In the records below, begin at the line that has "position:absolute; left:596px; top:412px;" and stop after the line that has "position:absolute; translate:-50% -34px;"; quote those lines verbatim and nothing more.

▶ [SOURCE INFORMATION]
——
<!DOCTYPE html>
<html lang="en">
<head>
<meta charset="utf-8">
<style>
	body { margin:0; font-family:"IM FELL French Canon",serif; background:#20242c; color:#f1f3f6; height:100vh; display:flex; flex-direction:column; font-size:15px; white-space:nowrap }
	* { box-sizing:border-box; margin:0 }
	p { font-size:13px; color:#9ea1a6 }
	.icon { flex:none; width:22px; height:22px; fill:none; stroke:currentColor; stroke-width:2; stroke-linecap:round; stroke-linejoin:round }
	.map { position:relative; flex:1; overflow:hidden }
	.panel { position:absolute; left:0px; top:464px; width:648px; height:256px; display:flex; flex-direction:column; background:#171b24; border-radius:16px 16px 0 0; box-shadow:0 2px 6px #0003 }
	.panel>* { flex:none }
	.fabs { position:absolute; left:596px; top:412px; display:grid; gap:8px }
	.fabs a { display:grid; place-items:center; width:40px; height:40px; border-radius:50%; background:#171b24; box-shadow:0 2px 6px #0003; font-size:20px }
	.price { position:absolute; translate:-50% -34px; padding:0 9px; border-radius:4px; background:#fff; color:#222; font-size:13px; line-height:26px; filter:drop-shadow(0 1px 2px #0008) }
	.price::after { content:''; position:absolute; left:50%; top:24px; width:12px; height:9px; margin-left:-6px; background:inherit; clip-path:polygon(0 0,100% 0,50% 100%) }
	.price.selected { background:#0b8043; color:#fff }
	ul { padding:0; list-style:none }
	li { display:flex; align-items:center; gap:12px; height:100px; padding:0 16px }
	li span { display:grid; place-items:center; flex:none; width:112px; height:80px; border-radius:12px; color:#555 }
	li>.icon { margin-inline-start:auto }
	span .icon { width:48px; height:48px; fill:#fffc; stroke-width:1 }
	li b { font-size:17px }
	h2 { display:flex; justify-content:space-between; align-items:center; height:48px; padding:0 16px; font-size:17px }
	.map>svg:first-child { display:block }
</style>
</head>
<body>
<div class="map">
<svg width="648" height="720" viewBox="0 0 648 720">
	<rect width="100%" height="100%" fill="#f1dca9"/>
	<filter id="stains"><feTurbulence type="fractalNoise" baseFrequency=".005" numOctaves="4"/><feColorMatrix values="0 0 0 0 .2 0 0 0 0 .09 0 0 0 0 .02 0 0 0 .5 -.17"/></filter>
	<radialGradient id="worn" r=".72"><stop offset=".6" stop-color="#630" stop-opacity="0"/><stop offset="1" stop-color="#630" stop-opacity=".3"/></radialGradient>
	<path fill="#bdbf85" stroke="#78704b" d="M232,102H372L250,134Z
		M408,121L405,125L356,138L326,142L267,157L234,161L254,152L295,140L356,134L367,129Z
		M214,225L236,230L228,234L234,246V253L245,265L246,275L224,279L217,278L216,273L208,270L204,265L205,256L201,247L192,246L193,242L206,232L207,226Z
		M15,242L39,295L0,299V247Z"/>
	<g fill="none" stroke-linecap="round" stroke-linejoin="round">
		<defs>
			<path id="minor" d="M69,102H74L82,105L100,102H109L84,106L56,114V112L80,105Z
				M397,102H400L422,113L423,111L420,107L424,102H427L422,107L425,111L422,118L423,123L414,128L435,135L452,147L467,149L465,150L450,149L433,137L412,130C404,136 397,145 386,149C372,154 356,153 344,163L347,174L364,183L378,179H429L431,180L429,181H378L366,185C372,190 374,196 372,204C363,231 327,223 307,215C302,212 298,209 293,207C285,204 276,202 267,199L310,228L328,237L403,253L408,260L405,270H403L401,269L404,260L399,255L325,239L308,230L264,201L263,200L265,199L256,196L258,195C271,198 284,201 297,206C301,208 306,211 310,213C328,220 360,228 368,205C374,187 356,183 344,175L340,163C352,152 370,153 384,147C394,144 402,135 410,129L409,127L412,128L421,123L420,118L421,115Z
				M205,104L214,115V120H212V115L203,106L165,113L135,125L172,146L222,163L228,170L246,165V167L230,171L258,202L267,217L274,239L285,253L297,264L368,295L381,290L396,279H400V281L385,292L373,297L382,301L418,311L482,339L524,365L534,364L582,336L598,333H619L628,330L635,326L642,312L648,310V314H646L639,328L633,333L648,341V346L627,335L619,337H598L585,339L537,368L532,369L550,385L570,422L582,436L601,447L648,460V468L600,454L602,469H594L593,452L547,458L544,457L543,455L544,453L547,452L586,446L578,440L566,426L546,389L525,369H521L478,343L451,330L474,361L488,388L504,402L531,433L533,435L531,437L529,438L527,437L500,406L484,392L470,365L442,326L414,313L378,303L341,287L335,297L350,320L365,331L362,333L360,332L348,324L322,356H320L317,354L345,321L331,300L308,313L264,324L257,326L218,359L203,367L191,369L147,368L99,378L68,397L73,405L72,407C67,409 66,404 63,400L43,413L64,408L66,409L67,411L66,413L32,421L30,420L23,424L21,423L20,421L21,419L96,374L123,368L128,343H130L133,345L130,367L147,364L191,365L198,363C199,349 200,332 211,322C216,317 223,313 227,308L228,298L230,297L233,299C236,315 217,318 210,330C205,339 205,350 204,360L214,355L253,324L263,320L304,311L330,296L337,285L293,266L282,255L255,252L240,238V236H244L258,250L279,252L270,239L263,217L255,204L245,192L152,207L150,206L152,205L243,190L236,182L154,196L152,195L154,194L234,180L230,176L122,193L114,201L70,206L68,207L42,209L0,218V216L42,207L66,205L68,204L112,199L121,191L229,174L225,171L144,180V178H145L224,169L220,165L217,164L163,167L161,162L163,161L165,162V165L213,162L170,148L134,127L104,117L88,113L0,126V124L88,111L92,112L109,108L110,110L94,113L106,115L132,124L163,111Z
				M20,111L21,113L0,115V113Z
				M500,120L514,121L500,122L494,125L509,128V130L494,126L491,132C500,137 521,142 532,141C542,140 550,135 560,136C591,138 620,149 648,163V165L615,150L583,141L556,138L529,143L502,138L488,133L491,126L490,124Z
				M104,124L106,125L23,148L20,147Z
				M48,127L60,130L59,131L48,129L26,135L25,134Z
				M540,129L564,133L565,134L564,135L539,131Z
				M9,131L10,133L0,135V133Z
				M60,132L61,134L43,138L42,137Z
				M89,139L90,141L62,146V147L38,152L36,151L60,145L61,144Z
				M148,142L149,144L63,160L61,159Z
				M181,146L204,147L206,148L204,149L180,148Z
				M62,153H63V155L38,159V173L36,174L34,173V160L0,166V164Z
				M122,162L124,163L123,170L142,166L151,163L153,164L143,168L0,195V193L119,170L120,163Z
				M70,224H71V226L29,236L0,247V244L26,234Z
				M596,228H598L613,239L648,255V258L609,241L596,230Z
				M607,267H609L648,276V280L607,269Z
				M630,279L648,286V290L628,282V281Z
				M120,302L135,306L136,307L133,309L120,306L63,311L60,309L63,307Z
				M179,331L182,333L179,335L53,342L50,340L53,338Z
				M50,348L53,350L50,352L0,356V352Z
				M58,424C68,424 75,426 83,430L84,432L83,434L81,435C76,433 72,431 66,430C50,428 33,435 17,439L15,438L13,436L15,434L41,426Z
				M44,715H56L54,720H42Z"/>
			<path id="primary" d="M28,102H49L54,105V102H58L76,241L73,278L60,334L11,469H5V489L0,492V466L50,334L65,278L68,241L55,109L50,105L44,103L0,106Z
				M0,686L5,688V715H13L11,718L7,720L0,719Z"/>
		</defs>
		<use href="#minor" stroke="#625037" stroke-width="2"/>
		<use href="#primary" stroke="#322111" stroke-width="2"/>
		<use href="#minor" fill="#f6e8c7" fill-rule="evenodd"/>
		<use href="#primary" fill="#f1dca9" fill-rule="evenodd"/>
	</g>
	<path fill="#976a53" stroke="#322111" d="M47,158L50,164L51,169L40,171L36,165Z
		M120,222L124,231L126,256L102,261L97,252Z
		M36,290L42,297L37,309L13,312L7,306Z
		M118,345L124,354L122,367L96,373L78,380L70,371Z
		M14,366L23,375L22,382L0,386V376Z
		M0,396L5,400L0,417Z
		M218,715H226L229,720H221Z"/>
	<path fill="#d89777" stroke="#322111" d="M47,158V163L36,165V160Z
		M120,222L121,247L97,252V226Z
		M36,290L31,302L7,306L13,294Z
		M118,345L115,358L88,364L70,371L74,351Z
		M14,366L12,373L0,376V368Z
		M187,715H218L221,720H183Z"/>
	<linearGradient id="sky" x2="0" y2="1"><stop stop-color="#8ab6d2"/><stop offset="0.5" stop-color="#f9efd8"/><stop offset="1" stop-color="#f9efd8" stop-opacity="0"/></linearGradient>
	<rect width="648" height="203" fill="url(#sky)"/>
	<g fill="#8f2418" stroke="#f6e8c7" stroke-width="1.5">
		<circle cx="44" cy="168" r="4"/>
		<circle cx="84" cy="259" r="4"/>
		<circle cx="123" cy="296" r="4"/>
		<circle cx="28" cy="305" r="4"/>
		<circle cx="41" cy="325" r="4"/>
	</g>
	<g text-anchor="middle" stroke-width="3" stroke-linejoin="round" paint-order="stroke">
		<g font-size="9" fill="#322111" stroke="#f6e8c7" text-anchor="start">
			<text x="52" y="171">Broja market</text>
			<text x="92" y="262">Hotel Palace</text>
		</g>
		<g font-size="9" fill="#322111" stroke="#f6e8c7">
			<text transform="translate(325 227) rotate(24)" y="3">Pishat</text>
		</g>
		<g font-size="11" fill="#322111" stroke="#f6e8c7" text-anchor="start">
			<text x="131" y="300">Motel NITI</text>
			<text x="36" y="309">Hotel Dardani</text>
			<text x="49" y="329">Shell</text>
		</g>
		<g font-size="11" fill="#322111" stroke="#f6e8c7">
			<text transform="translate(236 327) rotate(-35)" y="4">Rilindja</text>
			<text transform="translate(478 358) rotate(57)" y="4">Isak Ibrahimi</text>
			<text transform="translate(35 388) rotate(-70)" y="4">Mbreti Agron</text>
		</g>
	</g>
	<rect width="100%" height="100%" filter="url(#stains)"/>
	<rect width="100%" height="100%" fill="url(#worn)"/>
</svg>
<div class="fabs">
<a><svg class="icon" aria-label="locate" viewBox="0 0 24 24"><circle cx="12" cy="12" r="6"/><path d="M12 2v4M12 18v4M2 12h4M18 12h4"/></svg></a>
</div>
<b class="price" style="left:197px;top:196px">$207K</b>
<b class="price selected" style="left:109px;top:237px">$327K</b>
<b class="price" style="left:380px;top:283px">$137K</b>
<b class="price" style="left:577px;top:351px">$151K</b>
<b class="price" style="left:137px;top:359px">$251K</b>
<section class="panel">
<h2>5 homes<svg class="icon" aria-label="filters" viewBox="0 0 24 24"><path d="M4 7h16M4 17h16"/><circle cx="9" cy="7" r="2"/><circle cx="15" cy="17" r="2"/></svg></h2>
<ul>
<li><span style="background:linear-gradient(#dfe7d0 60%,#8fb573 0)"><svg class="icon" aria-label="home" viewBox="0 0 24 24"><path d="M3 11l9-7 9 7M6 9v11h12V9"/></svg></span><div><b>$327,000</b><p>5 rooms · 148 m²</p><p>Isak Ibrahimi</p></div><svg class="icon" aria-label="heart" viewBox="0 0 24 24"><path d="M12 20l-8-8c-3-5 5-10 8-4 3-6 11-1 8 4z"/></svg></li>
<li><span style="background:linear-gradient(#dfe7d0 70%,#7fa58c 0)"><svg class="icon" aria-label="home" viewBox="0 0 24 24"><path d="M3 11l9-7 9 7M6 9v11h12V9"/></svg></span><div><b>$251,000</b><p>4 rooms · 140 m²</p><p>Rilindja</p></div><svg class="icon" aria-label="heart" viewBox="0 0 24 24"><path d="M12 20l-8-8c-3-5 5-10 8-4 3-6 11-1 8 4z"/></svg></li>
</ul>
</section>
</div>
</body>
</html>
——
▶ [FINISHED EXERCISE]
	.fabs { position:absolute; left:596px; top:412px; display:grid; gap:8px }
	.fabs a { display:grid; place-items:center; width:40px; height:40px; border-radius:50%; background:#171b24; box-shadow:0 2px 6px #0003; font-size:20px }
	.price { position:absolute; translate:-50% -34px; padding:0 9px; border-radius:4px; background:#fff; color:#222; font-size:13px; line-height:26px; filter:drop-shadow(0 1px 2px #0008) }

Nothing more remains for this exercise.